Colel Chabad
- Formation: 1788
- Founder: Rabbi Schneur Zalman of Liadi
- Founded at: Jerusalem, Ottoman Empire
- Type: Charitable organization
- Headquarters: Jerusalem, Israel
- Region served: Israel
- Services: Soup kitchens, food banks, medical clinics, daycare centers, widow and orphan support, immigrant assistance, interest-free loans, career training, job placement, subsidized weddings
- Director: Rabbi Sholom Duchman
- Parent organization: Agudas Chasidei Chabad

= Colel Chabad =

Charitable organization based in Jerusalem

Colel Chabad (כולל חב"ד) is the oldest continuously operating charity in Israel, founded in 1788 to support Jews living in the land.

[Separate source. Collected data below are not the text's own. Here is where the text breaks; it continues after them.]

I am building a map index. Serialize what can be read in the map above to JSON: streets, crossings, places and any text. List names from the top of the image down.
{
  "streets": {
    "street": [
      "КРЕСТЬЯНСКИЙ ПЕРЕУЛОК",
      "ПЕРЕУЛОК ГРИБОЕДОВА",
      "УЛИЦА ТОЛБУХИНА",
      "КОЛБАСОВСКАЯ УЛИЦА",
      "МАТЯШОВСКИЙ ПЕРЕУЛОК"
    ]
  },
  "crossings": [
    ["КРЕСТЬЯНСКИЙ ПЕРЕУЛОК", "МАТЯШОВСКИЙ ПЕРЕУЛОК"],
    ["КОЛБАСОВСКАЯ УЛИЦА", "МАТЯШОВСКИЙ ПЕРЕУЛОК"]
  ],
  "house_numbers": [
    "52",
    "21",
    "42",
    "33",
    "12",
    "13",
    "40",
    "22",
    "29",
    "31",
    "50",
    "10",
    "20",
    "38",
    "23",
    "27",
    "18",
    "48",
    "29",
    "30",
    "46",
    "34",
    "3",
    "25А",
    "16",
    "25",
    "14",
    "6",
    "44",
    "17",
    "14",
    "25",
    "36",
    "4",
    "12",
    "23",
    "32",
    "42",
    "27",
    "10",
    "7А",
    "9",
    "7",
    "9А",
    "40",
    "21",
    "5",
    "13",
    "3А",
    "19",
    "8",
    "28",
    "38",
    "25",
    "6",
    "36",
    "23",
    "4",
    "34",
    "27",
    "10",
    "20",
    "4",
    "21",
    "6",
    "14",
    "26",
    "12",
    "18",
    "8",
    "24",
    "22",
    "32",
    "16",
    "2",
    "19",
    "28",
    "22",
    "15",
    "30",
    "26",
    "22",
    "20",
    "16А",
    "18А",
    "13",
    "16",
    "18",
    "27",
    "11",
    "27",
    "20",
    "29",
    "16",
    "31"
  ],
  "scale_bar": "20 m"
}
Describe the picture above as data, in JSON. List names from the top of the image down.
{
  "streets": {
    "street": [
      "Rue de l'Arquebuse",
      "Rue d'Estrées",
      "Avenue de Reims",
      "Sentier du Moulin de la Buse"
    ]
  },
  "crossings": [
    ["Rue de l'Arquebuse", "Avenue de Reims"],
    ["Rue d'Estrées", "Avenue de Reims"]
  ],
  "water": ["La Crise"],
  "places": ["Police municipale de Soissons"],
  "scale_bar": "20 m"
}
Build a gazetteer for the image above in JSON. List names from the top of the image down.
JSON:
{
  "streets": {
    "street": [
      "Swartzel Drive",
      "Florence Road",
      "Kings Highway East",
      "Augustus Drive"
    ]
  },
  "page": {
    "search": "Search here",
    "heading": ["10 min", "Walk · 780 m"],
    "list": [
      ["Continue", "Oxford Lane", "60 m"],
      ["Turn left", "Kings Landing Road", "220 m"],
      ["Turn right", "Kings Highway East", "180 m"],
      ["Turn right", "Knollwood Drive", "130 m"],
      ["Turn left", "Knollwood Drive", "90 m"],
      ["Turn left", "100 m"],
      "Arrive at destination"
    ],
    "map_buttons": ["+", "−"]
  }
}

The institution runs a network of soup kitchens and food banks, dental and medical clinics, daycare centers, widow and orphan support, and immigrant assistance programs. It also provides interest-free loans, camp scholarships, career training and job placement, subsidized weddings for the poor, and many other social-welfare projects.

Colel Chabad was founded in Lithuania by the first Lubavitcher Rebbe, Rabbi Schneur Zalman of Liadi, and was headed by each Lubavitcher Rebbe thereafter. It is also known as the charity of Rabbi Meir Ba'al HaNes. Its current director is Rabbi Sholom Duchman.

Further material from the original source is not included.